●私にとって親は師匠でもある
20年以上も別々に暮らしていた親と再び一緒に暮らせるのか…まだ未定だ。絶対にそうしなければいけないと、決断しすぎるとどんどんと自分を追い詰めてしまうので、動きながら無理なら新しい方法を考えればいい。別の家を借りるか建てるというのも考えたが、田舎の家はめちゃくちゃ広い。なんと我が家は11部屋もあり、民宿ができるほど大きいので、今のところ一人の空間を確保できる。

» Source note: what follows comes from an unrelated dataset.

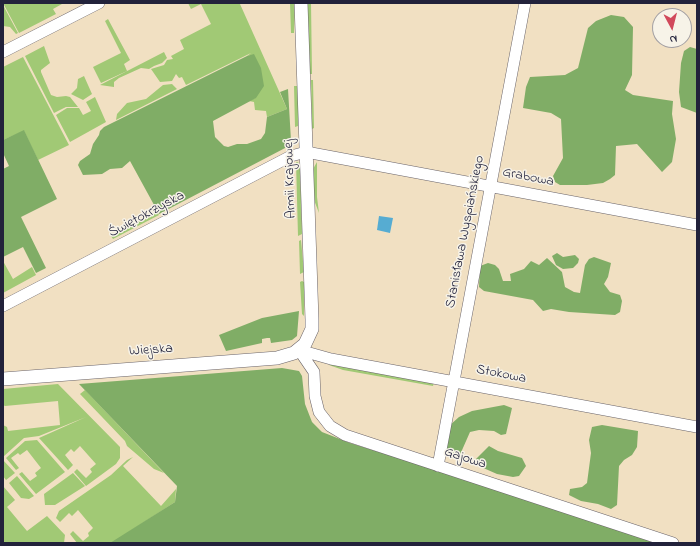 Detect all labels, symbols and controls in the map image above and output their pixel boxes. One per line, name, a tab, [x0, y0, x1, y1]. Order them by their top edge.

これはかなり重要なポイントかもしれない。自分の部屋が確保できないならば、他に家を借りていただろう。父とは畑でしか話さないもんなあ。互いのフィールドに踏み込まないのも大人共同生活のルールだと思う。
すべての画像を見る(全4枚)今はエネルギーが農業だけで精一杯なので、住まいのことを考えている時間がないというのもある。一日の時間は限られている。40歳にもなると体力だって限られていく。自分も親も無敵じゃないことが分かってきた今だからこそ、実家で暮らせるのかもしれない。父母の暮らしから学びたいことがあると気づいた。
師匠としてそこにリスペクトがあるのでやっていける。ある種、そのくらい淡々としたものだ。本やYouTubeでも、いくらでも農業や暮らしの知恵を学ぶことはできる。もちろん、それでいいとも思う。けれど、今になって父が当たり前に毎年育てている米の作り方や、母の味噌の味、そういうものを知りたいと思った。これは理屈ではない、本能的なことではないだろうか。祖父もその上の代の人達も守ってきた畑を続けてみたいという目的があるから、ここにいるのだ。
消去法で暮らしを選ぶよりも、ポジティブに何かに惹かれて移動する方が私はいいなあと思う。焦らないことだ。引き返したっていいのだから、覚悟は持ちつつもそのときそのときの気持ちに素直に進んでみよう。